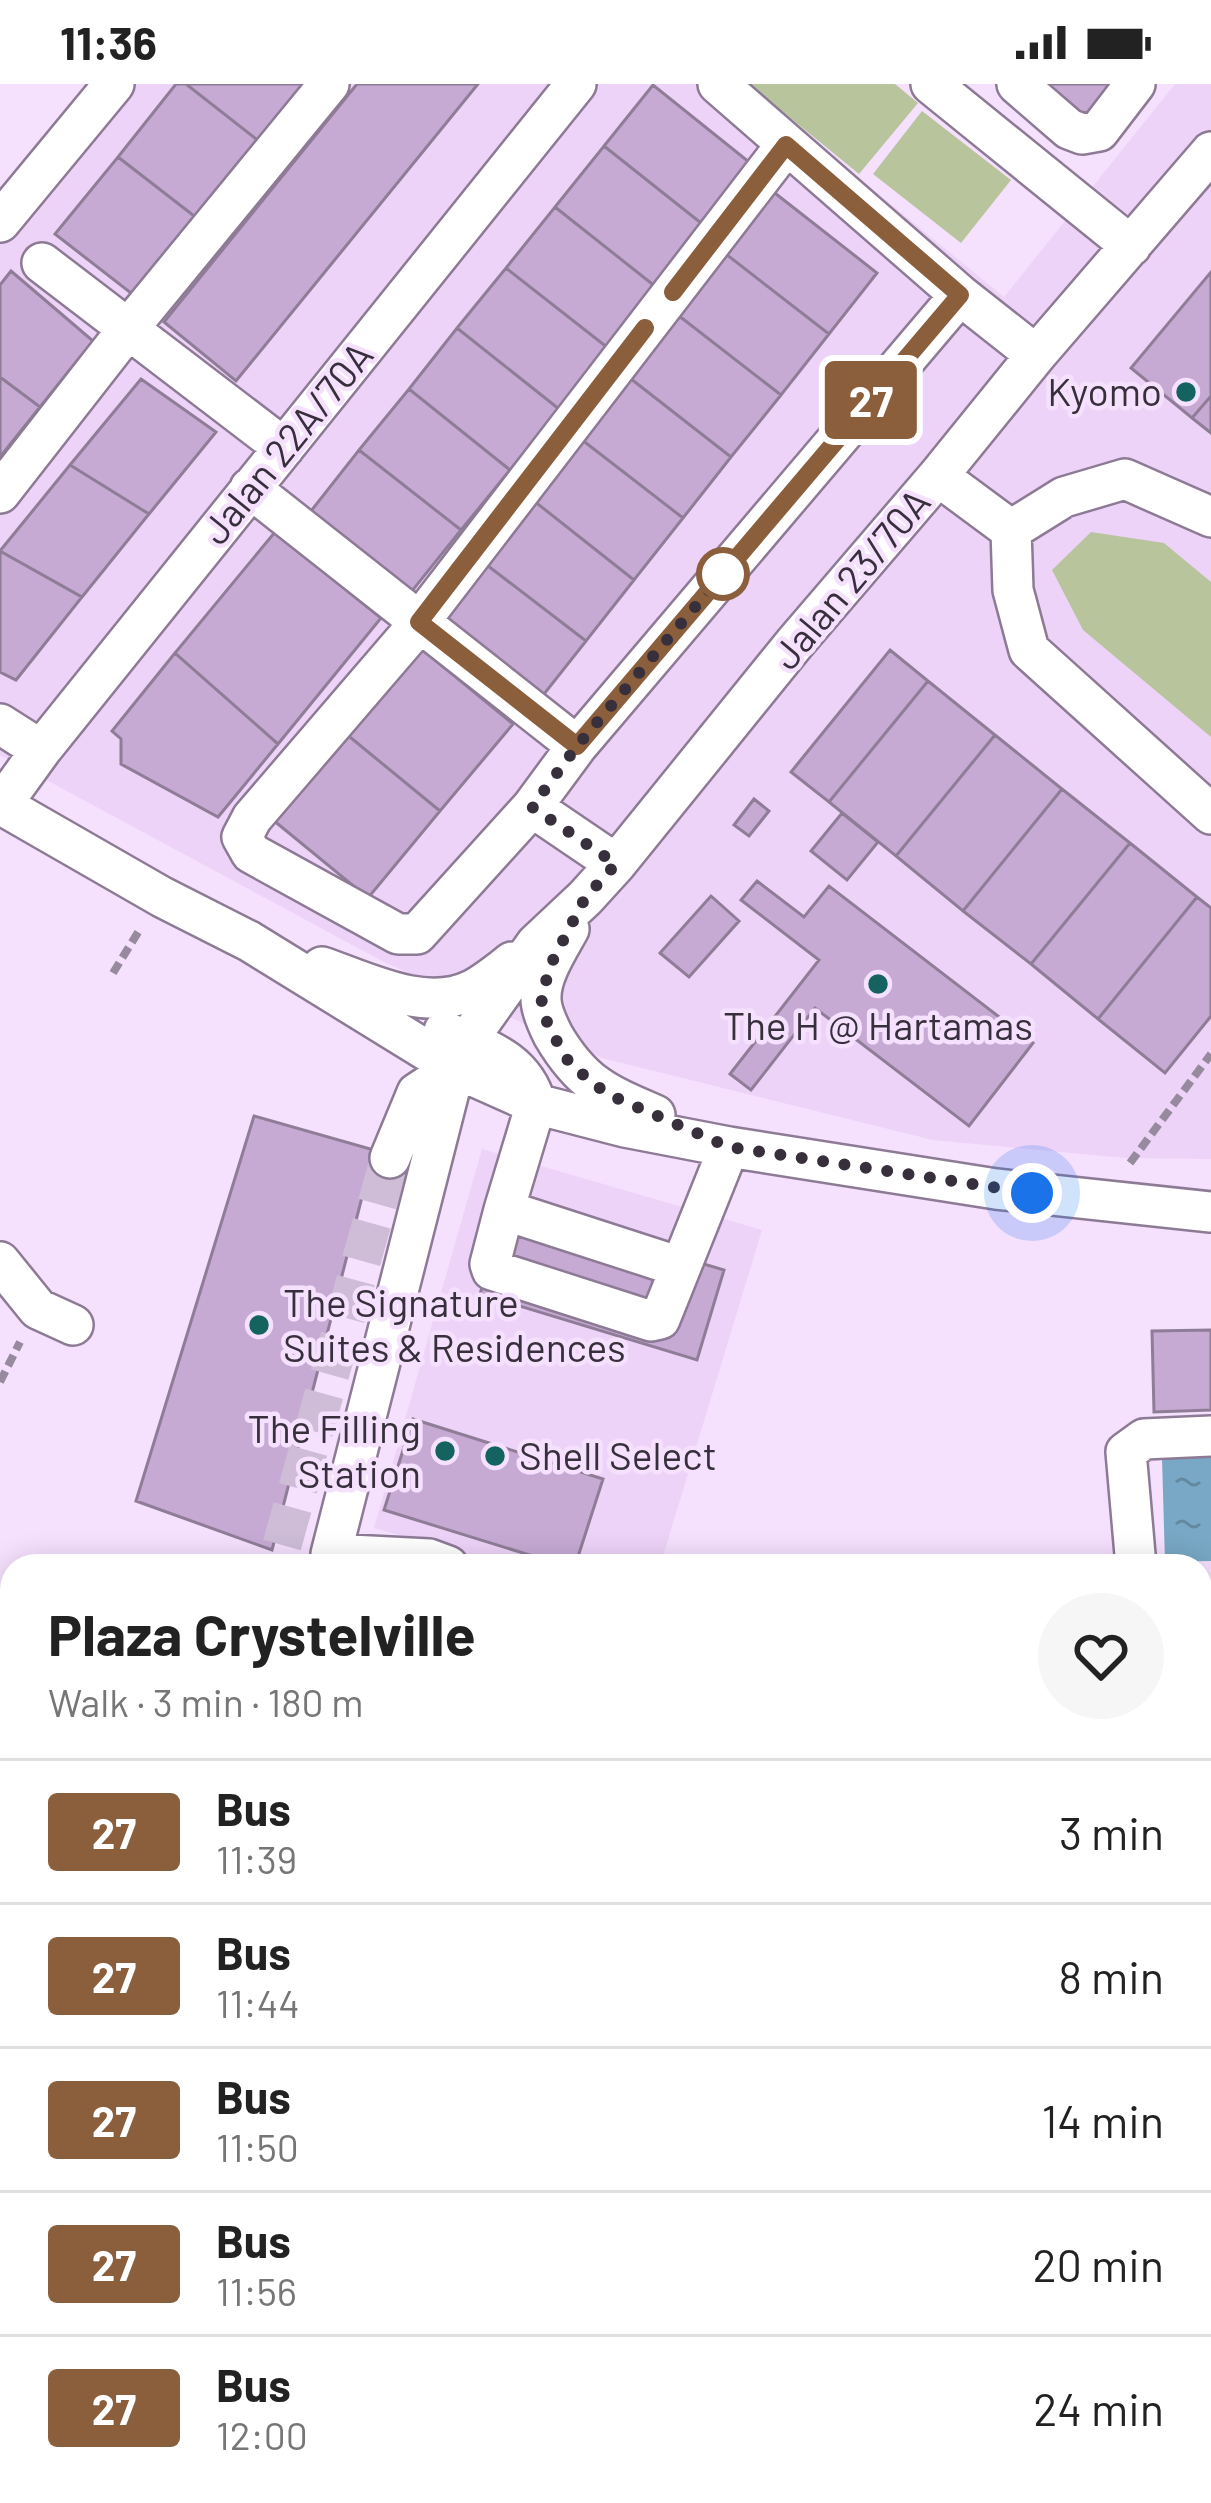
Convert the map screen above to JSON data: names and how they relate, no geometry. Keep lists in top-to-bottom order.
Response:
=====
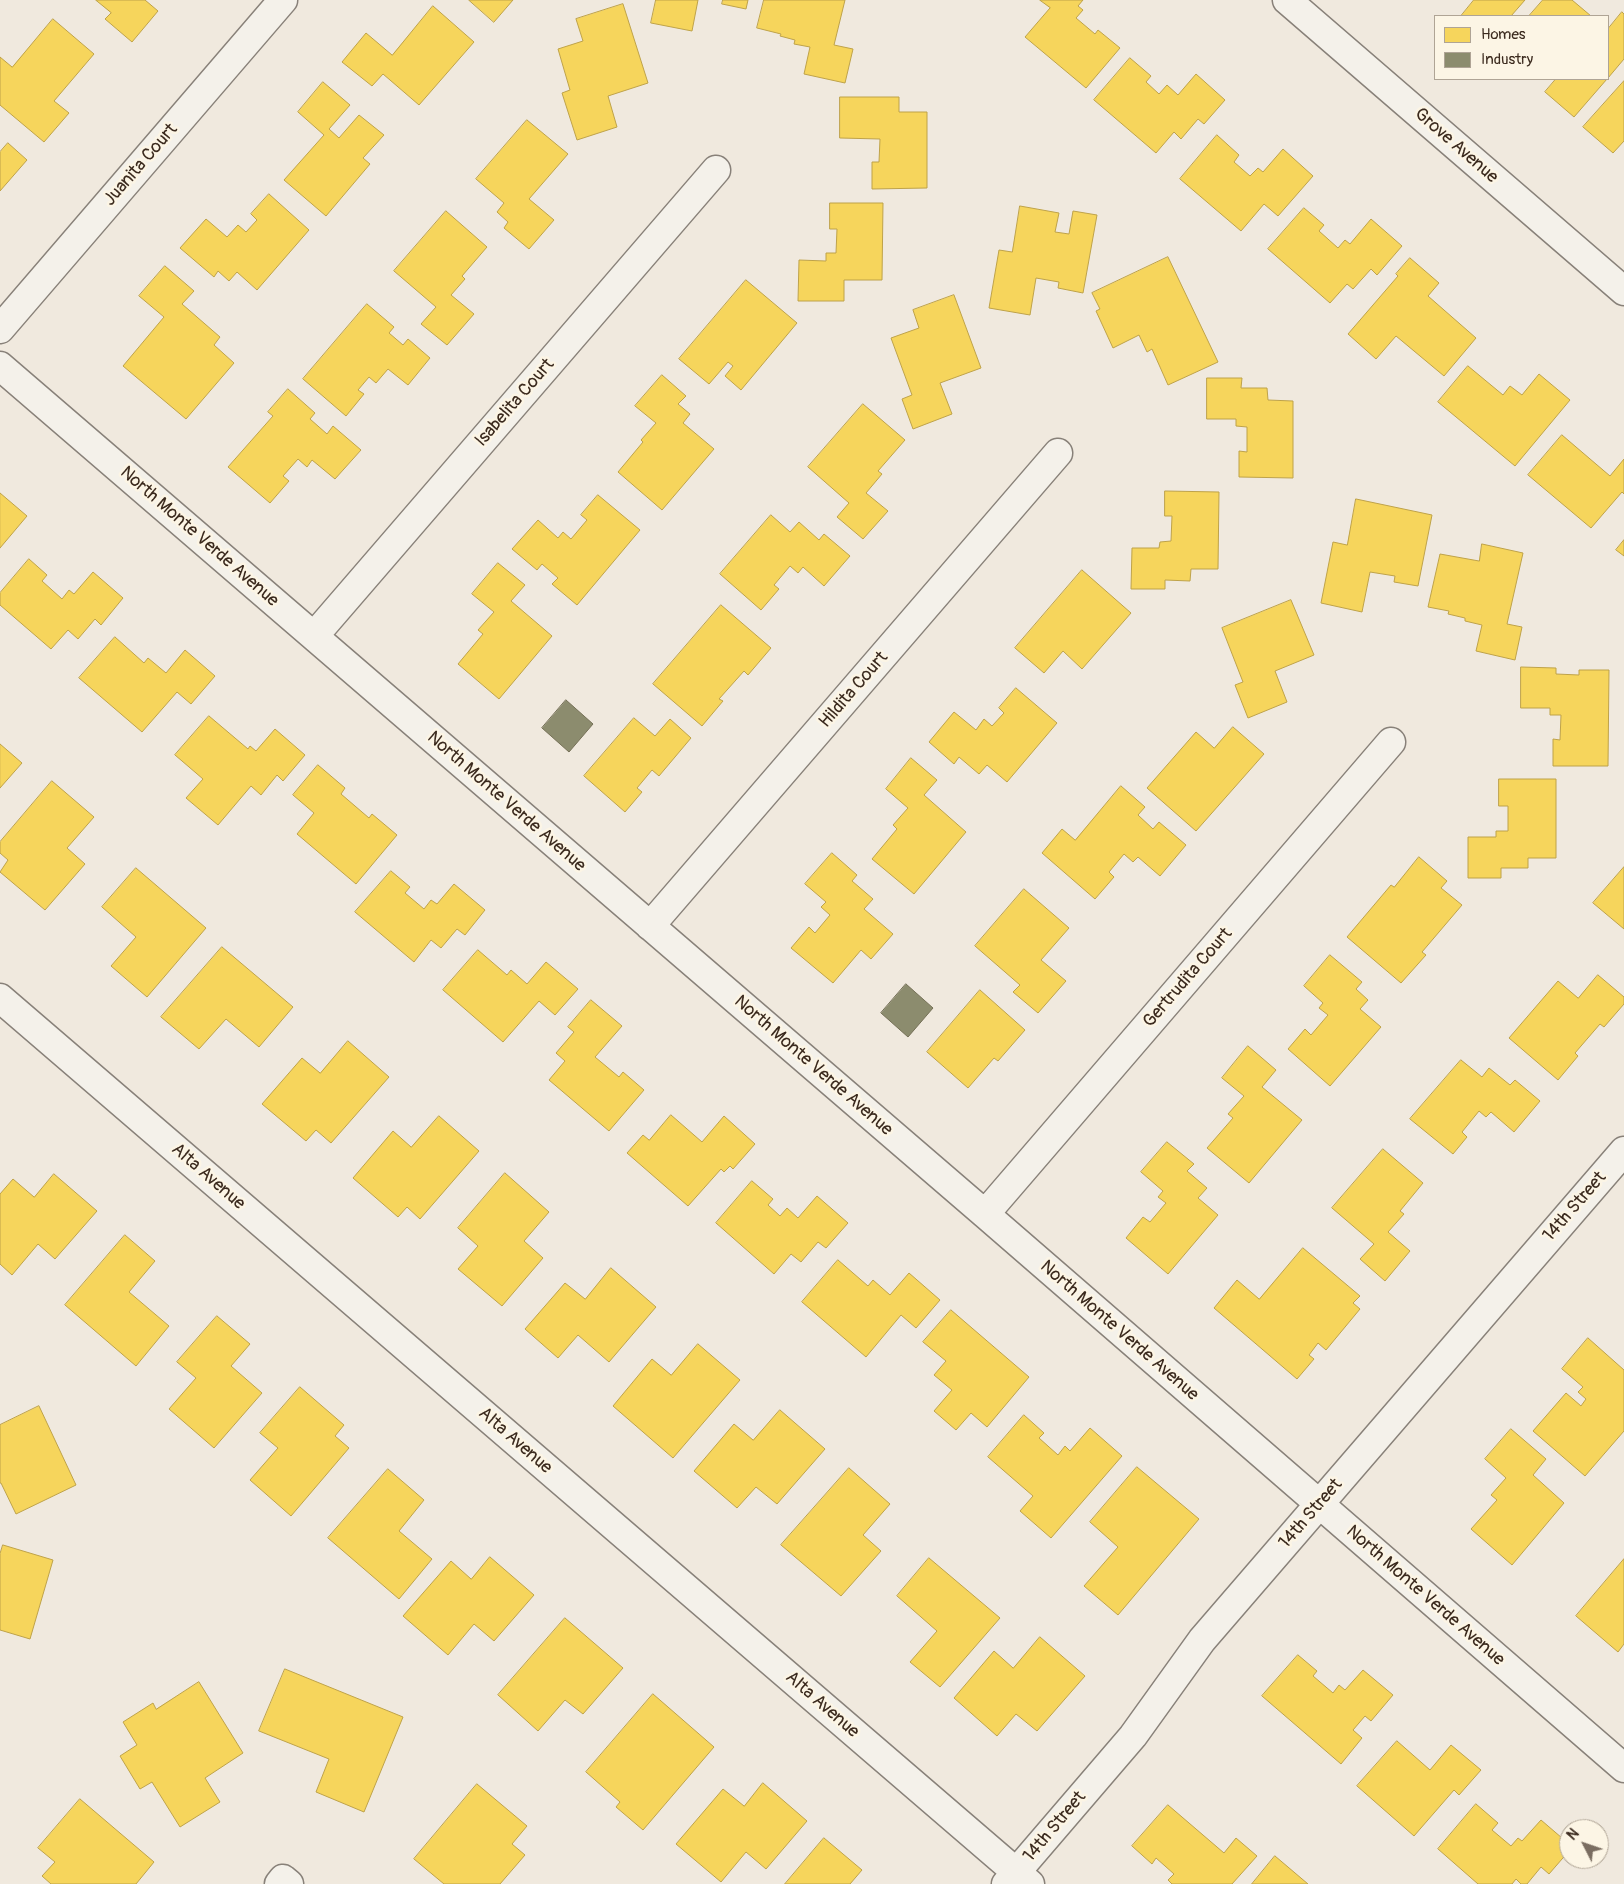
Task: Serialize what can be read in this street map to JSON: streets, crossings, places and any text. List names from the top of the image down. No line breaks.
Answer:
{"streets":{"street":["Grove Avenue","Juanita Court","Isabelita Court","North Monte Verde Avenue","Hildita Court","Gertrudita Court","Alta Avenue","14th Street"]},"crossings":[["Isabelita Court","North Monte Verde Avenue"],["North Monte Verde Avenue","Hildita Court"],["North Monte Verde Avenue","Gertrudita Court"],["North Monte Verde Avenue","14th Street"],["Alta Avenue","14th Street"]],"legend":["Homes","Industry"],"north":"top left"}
=====
* DIRECTIONS *
Please work out how many lines of the data include the string "JSON" and reply with the number alone.

* EXERCISE OUTPUT *
2